Masters candidate in Biostatistics, Guanchao Wang, will present:
“Estimating Covariate-Specific Reference Ranges from Meta-Regression”
Plan B Adviser: Haitao Chu
Abstract: A reference range is an important tool in medical screenings and research. An appropriately defined reference range can help differentiate abnormal measurements from a healthy population. Many studies have established methods to estimate reference ranges from single studies. Other studies that reported reference ranges through meta-analysis usually used pooled mean and its confidence interval as the reference value, but these statistics do not capture the full variation across studies. Recently, methods of estimating normal reference ranges through meta-analysis for a new individual were proposed.

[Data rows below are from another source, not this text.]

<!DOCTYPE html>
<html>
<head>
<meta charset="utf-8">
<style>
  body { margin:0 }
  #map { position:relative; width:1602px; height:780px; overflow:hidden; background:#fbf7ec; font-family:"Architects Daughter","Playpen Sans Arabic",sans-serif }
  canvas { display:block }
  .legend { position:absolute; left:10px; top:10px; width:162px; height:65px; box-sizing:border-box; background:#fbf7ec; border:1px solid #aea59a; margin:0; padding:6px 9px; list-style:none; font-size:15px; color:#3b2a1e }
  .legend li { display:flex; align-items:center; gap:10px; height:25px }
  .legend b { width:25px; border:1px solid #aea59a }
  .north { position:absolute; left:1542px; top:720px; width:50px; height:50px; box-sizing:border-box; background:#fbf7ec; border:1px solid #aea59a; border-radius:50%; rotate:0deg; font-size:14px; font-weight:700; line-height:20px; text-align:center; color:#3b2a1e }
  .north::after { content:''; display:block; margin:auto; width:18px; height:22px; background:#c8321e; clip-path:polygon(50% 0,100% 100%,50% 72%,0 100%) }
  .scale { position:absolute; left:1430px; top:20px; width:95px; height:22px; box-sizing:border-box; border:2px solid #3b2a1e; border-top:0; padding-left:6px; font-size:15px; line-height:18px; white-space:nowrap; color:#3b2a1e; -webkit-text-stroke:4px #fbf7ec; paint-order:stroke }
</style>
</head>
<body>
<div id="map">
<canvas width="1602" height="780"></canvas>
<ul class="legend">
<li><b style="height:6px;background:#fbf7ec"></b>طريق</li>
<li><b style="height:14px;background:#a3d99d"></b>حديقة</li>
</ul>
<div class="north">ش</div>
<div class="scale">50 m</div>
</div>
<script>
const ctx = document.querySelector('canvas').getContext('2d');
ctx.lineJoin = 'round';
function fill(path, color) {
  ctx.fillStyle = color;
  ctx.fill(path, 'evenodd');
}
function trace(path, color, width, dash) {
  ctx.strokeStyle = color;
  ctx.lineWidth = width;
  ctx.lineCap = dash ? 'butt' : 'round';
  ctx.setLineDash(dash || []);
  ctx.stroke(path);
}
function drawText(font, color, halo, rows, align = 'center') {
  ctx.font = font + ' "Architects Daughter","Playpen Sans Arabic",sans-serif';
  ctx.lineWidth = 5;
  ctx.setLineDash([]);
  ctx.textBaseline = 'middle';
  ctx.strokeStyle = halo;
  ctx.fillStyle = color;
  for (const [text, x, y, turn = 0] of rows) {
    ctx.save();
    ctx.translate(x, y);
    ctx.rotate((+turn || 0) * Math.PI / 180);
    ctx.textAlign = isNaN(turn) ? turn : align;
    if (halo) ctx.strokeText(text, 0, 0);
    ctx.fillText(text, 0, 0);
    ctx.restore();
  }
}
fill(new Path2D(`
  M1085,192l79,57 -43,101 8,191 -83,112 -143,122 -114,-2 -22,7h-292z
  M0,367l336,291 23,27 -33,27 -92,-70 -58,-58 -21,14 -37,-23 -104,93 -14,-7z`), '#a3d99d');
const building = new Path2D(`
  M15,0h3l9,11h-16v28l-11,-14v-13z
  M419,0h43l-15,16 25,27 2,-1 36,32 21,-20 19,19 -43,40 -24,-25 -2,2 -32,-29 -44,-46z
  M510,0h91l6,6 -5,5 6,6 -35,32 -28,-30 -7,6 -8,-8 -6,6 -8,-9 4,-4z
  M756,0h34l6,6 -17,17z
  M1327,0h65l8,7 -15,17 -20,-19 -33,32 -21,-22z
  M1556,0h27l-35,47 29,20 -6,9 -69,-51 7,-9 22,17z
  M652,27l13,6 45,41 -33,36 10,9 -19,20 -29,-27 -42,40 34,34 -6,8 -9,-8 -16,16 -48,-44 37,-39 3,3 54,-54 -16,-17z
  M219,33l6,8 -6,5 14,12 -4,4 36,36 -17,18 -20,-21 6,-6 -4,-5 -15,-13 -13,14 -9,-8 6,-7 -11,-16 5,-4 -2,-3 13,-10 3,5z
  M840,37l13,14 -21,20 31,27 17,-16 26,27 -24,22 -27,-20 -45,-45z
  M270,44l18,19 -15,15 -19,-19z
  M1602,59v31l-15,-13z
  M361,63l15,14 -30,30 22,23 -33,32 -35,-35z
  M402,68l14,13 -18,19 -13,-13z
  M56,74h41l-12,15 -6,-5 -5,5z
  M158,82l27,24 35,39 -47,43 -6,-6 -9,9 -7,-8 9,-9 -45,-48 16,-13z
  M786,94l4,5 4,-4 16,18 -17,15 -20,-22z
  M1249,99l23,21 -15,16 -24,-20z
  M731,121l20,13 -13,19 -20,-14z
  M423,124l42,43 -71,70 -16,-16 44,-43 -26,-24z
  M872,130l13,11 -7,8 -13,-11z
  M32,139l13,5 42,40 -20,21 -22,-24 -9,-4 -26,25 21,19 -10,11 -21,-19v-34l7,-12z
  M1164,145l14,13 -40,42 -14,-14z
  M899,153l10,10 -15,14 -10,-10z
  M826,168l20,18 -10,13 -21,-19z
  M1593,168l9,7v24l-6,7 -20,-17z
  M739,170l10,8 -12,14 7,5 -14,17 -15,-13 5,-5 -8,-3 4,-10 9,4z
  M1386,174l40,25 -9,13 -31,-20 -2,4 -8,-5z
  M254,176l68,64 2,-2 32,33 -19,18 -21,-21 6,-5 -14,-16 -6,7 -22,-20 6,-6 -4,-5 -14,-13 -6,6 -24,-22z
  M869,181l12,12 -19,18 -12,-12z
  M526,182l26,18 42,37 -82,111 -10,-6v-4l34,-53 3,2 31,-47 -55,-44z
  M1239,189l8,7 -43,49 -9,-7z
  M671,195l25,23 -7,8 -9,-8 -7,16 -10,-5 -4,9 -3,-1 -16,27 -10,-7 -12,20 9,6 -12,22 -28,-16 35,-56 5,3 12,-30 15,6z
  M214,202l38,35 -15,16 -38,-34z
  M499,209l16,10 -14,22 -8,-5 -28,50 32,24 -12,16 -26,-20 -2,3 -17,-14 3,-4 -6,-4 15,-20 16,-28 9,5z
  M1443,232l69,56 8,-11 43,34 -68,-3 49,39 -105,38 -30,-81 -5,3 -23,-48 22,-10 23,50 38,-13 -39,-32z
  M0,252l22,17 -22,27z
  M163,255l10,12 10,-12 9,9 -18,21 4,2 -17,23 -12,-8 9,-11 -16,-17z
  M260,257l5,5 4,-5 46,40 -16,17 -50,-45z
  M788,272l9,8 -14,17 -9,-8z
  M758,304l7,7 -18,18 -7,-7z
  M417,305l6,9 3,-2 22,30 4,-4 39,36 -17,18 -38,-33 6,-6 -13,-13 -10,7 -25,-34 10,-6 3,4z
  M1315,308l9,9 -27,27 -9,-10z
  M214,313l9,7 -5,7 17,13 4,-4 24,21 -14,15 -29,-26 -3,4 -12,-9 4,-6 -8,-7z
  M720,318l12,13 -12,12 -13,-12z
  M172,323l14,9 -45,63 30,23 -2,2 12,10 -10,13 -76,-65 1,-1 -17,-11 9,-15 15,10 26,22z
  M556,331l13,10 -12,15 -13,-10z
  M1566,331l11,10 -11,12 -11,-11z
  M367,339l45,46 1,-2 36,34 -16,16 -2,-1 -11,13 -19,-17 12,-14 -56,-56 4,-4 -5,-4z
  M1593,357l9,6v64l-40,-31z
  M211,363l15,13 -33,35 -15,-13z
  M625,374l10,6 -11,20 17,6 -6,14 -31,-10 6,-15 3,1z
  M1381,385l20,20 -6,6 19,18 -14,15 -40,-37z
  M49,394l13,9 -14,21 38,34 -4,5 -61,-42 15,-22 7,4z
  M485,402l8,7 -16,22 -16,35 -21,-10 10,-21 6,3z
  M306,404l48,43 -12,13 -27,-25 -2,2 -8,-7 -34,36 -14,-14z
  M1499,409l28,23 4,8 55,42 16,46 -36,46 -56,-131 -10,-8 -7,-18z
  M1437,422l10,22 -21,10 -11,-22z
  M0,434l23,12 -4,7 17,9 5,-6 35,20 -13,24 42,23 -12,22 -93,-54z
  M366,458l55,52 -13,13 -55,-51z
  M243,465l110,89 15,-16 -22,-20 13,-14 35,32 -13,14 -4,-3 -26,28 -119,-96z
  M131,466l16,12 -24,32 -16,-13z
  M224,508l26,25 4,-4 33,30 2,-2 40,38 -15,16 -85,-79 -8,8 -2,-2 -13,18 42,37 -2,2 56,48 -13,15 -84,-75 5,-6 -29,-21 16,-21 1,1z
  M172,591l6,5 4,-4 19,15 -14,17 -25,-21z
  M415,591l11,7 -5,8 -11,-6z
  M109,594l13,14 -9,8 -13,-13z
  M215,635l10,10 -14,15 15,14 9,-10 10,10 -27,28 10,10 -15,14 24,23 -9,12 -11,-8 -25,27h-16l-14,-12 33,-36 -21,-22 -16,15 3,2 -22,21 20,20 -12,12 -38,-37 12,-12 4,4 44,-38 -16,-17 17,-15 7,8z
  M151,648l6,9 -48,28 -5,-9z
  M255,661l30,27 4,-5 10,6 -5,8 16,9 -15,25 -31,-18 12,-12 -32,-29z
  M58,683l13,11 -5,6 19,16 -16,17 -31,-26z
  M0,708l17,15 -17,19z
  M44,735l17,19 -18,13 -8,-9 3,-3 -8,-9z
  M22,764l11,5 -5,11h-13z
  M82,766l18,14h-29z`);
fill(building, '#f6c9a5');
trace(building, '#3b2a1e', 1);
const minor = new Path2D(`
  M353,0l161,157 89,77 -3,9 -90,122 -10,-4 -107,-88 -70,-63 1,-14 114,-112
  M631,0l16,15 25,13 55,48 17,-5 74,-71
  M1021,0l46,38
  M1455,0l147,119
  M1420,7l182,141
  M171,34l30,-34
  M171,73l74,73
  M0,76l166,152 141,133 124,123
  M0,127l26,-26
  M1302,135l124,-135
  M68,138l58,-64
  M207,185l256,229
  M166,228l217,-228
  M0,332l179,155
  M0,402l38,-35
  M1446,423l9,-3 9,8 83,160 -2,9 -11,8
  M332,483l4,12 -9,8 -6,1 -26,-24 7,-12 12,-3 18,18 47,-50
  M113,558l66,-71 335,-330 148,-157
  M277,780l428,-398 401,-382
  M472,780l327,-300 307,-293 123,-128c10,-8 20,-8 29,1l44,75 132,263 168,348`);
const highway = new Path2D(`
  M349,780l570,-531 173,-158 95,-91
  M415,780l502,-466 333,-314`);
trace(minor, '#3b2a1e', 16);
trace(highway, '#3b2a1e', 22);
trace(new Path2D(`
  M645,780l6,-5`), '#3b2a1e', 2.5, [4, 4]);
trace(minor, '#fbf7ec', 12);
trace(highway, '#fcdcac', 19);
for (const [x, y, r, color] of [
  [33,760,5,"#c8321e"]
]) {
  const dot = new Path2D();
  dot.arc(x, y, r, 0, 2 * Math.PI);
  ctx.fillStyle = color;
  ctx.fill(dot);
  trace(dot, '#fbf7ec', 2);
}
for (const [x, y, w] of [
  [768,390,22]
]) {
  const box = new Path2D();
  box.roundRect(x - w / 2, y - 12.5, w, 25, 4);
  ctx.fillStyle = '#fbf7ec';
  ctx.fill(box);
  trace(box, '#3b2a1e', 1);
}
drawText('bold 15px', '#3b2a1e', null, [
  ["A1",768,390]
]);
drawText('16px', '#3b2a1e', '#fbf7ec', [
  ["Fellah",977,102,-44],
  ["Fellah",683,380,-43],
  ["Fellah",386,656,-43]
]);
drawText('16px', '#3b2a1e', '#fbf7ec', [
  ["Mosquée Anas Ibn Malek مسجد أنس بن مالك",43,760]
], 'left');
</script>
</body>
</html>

However, these methods do not allow for estimating covariate-specific reference ranges without fitting separate models. We propose a method that estimates covariate-specific reference ranges through meta-regression for a categorical covariate using the Bayesian random-effects model. We performed a case study to demonstrate the proposed method. Age group-specific reference ranges were estimated for pediatric overnight sleep duration using models with different variance assumptions. The results suggest that different variance assumptions may be preferred based on how precise the within and between-study variances each are estimated. Variance assumptions can be made based on clinical evidence and DIC can be used as a criterion to choose among all candidate models.